Pieces of meatMistake 6 – too much fat on a low-carb diet: A low-carbohydrate diet can lead to reduced appetite, which means fewer calories are consumed.

However, it often happens that too much fat is eaten.

However, this can reduce customer success.

In order to keep the balance, you should therefore pay attention to the fat content of the food.

The German Society for Nutrition (DGE) recommends an adult daily about 0.8 grams of protein per kilogram of body weight, with one gram of protein having an energy content of about four kilocalories.

© Imaginechina-Tuchong/IMAGO

Salmon in a panMistake 7 – not enough protein: Protein is filling and at the same time stimulates the metabolism.

Therefore, when losing weight, there should be a protein-rich food on the plate at every meal so that the weight reduction works.

Fish, eggs, low-fat quark, oatmeal, almonds and pumpkin seeds, for example, are among the high-protein products.

© Wavebreak Media Ltd/IMAGO

Wholemeal breadMistake 8 – too little fiber: If you want to lose weight, you should consume sufficient amounts of fiber, such as that found in wholemeal bread or legumes.

Because they have many advantages: Due to their fat-splitting enzymes, the body absorbs less fat.

They also allow blood sugar levels to rise slowly.

As a result, you feel full longer and cravings stay away.

© Dzinnik Darius/IMAGO

Two glasses with lemonadeMistake 9 – sugary drinks: It is better to stay away from soft drinks such as lemonade, cola & Co. during a diet.

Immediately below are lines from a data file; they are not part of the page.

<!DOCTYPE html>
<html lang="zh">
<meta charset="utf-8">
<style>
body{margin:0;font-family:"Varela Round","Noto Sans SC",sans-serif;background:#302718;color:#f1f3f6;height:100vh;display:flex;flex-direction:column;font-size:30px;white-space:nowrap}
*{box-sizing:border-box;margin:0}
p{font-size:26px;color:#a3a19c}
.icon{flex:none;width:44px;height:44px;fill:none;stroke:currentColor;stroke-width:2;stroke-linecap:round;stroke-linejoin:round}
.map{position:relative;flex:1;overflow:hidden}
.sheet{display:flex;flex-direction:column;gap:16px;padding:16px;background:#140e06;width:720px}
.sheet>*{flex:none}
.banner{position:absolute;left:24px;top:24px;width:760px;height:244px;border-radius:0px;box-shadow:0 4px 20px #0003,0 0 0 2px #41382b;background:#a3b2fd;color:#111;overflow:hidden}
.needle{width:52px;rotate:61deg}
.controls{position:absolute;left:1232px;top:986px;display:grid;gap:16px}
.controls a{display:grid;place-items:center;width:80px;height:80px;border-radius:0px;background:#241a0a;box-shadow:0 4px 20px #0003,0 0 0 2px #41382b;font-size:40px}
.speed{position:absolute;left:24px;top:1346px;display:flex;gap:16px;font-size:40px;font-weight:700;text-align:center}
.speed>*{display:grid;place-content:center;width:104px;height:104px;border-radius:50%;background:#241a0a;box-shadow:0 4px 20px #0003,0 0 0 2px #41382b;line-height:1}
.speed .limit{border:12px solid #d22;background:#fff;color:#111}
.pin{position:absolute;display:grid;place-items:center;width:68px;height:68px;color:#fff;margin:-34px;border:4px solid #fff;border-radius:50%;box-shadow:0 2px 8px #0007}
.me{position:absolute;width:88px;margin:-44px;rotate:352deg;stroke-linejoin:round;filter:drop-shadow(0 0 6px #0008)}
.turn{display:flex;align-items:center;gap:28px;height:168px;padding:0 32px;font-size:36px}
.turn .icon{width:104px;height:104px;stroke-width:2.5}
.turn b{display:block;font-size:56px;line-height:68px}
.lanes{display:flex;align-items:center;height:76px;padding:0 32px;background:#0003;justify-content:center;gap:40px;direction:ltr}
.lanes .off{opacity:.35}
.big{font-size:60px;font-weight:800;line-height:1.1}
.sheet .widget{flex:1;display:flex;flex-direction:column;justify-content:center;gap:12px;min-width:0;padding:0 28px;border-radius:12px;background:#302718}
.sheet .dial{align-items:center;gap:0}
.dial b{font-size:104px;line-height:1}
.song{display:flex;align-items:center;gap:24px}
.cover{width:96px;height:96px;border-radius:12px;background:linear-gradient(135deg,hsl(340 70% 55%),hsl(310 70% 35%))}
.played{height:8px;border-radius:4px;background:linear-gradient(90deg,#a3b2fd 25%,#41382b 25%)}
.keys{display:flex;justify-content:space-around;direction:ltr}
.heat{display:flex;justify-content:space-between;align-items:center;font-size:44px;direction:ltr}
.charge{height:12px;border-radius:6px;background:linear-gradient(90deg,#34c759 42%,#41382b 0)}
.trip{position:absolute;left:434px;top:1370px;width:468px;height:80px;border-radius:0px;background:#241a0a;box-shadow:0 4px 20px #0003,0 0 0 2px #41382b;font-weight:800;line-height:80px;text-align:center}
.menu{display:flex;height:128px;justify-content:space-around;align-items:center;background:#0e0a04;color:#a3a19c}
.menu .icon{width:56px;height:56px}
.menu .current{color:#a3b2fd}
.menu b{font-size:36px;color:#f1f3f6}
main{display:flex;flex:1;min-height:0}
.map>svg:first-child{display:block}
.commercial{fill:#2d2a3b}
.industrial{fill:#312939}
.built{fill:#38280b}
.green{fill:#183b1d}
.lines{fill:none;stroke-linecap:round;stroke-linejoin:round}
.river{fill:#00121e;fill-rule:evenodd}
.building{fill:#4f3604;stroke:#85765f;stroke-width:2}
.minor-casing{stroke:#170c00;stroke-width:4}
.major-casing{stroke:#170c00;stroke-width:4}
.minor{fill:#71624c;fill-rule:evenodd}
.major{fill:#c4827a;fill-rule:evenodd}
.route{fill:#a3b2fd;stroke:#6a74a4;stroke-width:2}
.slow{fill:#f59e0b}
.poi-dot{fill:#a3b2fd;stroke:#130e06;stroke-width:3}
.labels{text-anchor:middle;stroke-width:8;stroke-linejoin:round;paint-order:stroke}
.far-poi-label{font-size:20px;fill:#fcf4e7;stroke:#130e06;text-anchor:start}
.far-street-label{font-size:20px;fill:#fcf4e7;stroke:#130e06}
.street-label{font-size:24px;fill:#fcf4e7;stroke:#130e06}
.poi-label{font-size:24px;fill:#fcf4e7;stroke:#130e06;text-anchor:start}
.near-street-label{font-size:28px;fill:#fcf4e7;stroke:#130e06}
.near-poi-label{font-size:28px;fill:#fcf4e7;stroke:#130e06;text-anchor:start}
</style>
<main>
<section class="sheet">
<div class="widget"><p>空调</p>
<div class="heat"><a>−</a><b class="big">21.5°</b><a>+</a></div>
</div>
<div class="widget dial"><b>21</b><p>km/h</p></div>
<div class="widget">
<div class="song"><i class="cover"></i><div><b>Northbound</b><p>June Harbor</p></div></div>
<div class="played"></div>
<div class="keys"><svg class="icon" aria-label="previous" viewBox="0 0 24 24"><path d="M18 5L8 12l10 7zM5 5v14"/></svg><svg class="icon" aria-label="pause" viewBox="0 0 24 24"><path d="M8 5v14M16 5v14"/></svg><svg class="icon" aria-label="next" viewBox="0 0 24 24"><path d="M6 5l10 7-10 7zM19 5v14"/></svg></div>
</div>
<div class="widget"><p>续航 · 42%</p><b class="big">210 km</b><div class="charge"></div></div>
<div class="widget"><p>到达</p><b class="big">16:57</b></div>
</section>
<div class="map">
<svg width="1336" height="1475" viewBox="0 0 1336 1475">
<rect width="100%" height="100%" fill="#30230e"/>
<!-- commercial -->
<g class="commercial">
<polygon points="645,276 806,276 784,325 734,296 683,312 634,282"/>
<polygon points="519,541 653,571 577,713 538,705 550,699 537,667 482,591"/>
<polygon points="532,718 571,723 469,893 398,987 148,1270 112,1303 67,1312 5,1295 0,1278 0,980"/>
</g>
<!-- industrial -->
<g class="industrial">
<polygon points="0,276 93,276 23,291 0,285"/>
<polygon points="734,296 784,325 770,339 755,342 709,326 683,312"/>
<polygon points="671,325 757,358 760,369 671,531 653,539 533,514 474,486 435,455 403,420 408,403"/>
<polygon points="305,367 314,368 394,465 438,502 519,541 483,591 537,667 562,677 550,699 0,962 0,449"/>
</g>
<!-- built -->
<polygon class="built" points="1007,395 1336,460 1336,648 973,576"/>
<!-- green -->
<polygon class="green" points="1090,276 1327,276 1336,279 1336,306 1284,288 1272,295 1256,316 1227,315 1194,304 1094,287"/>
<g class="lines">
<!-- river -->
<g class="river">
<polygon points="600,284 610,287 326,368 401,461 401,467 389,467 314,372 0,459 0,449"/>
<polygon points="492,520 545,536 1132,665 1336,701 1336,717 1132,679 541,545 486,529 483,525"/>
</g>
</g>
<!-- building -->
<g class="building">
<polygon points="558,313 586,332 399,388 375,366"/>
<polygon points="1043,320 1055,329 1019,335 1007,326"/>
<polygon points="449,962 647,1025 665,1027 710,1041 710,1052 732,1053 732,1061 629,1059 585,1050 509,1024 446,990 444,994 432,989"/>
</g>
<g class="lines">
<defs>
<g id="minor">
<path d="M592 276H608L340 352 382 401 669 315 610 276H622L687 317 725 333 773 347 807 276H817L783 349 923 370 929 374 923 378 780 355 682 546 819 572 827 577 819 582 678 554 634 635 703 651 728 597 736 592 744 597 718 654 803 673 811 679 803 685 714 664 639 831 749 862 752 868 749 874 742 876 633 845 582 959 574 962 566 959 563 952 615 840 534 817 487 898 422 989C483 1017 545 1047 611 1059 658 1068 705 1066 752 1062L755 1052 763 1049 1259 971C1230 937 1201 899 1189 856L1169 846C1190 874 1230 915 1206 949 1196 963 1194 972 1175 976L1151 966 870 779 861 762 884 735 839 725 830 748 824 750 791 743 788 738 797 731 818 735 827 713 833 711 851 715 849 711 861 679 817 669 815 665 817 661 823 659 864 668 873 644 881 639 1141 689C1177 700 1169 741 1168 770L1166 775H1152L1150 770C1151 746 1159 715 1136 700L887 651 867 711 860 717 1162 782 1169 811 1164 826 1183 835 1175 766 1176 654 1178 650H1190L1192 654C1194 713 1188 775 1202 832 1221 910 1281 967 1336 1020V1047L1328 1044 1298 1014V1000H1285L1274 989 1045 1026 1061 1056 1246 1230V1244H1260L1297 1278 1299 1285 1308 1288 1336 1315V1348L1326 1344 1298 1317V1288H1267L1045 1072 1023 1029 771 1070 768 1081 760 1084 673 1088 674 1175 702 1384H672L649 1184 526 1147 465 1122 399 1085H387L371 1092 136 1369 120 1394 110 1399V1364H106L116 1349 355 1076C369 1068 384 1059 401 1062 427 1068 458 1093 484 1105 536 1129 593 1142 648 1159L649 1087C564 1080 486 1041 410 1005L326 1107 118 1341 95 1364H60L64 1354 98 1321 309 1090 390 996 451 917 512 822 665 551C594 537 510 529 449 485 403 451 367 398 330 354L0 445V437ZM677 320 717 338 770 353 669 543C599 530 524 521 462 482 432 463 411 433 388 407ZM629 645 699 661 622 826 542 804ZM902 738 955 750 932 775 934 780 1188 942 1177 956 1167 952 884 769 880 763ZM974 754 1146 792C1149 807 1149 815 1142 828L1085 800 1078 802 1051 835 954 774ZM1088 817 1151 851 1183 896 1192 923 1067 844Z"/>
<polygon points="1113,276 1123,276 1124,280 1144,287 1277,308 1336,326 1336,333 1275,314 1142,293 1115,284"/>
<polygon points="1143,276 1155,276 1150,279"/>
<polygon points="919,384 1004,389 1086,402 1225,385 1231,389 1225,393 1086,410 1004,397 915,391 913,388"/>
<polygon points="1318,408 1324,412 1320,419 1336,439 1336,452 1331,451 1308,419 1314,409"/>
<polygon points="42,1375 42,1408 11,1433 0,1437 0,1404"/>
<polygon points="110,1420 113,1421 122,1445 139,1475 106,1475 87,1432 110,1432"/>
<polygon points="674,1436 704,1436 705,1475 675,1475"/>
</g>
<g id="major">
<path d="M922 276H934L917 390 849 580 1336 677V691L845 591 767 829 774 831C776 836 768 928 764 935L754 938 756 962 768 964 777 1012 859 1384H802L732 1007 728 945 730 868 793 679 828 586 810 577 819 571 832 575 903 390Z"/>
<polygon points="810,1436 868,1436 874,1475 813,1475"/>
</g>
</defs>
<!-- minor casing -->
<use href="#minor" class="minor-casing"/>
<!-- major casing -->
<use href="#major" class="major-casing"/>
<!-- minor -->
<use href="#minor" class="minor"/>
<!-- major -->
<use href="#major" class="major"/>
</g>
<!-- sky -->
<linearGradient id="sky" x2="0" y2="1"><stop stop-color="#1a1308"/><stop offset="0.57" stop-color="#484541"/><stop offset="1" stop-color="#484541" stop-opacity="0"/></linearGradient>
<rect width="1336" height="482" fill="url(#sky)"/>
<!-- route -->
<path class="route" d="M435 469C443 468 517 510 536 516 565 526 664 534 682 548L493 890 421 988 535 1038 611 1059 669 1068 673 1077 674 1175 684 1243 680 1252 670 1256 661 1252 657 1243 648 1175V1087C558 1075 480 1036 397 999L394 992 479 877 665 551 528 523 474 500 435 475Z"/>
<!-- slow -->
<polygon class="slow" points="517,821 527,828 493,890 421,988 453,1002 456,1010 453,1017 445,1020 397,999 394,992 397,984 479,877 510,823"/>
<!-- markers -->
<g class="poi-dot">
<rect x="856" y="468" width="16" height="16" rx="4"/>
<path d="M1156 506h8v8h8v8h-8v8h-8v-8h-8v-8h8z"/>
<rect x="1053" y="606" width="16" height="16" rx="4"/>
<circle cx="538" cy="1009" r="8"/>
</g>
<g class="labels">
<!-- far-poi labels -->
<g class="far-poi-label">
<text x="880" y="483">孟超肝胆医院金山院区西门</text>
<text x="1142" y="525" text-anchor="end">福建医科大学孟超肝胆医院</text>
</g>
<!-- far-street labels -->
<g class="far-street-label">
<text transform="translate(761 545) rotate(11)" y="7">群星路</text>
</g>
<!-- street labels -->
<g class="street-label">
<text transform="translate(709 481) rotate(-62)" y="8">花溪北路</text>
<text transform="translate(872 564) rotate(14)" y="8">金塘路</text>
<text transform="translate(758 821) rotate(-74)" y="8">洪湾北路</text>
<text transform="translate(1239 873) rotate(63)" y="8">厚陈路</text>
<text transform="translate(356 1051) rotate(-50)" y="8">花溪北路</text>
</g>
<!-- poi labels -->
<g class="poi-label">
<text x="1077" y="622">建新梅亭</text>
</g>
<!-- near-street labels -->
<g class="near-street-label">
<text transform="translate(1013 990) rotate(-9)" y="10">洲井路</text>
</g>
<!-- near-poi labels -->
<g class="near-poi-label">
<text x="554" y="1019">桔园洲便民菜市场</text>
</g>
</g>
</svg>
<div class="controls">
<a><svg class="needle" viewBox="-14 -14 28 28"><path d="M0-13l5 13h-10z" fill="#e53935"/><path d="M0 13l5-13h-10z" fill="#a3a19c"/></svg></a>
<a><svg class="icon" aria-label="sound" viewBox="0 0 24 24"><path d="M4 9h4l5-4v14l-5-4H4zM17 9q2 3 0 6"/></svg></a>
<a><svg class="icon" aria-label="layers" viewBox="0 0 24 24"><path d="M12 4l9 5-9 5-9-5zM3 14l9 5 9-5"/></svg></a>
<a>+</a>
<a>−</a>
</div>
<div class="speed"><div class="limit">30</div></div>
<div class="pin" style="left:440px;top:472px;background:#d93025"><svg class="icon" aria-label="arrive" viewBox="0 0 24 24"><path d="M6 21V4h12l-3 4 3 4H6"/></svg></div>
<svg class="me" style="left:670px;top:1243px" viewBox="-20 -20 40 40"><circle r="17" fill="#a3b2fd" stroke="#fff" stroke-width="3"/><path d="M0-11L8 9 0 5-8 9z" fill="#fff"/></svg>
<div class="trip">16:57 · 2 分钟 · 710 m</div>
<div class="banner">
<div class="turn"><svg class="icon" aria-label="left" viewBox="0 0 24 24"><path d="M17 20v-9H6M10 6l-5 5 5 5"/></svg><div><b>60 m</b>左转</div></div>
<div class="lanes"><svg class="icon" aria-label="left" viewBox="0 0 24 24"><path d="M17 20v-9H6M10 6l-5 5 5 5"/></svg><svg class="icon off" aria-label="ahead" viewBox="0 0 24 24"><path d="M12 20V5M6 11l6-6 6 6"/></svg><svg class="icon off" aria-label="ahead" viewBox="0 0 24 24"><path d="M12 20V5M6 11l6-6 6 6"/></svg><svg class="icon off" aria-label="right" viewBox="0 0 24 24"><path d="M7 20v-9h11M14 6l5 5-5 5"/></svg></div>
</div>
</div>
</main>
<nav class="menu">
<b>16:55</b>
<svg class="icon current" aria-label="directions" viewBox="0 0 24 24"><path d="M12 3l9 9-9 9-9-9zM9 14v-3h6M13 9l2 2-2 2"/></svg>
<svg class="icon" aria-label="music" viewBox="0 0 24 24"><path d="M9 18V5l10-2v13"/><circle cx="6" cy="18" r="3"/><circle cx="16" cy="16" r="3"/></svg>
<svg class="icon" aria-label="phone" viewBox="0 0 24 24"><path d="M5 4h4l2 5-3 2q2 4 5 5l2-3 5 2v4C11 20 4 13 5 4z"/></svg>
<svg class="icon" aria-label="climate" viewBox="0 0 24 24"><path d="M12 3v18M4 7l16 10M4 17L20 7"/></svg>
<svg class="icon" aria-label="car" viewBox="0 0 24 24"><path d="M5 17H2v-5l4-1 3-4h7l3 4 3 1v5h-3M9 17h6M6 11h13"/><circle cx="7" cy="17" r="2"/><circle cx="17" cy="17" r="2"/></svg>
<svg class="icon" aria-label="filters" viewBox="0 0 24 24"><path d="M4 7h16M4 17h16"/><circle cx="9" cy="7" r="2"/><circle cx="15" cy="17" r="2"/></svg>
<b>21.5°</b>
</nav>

The sugar it contains is an enemy when it comes to losing weight.

It is even better to avoid fruit juices, as they also contain a large amount of natural sugar.

Water and unsweetened tea are recommended in sufficient quantities instead.

©Panthermedia/IMAGO

Woman holding hand to headMistake 10 – unrealistic expectations: Those who want to lose weight are often influenced by models on advertising posters or influencers on Instagram.

However, such ideals of beauty cannot be achieved within a few weeks.

Therefore, it is important that you look for realistic and individual goals for losing weight.

Then it will work out in the long term with weight reduction and your own desired weight.

© Wavebreak Media Ltd/IMAGO

This article only contains general information on the respective health topic and is therefore not intended for self-diagnosis, treatment or medication.

In no way does it replace a visit to the doctor.

Unfortunately, our editors are not allowed to answer individual questions about clinical pictures.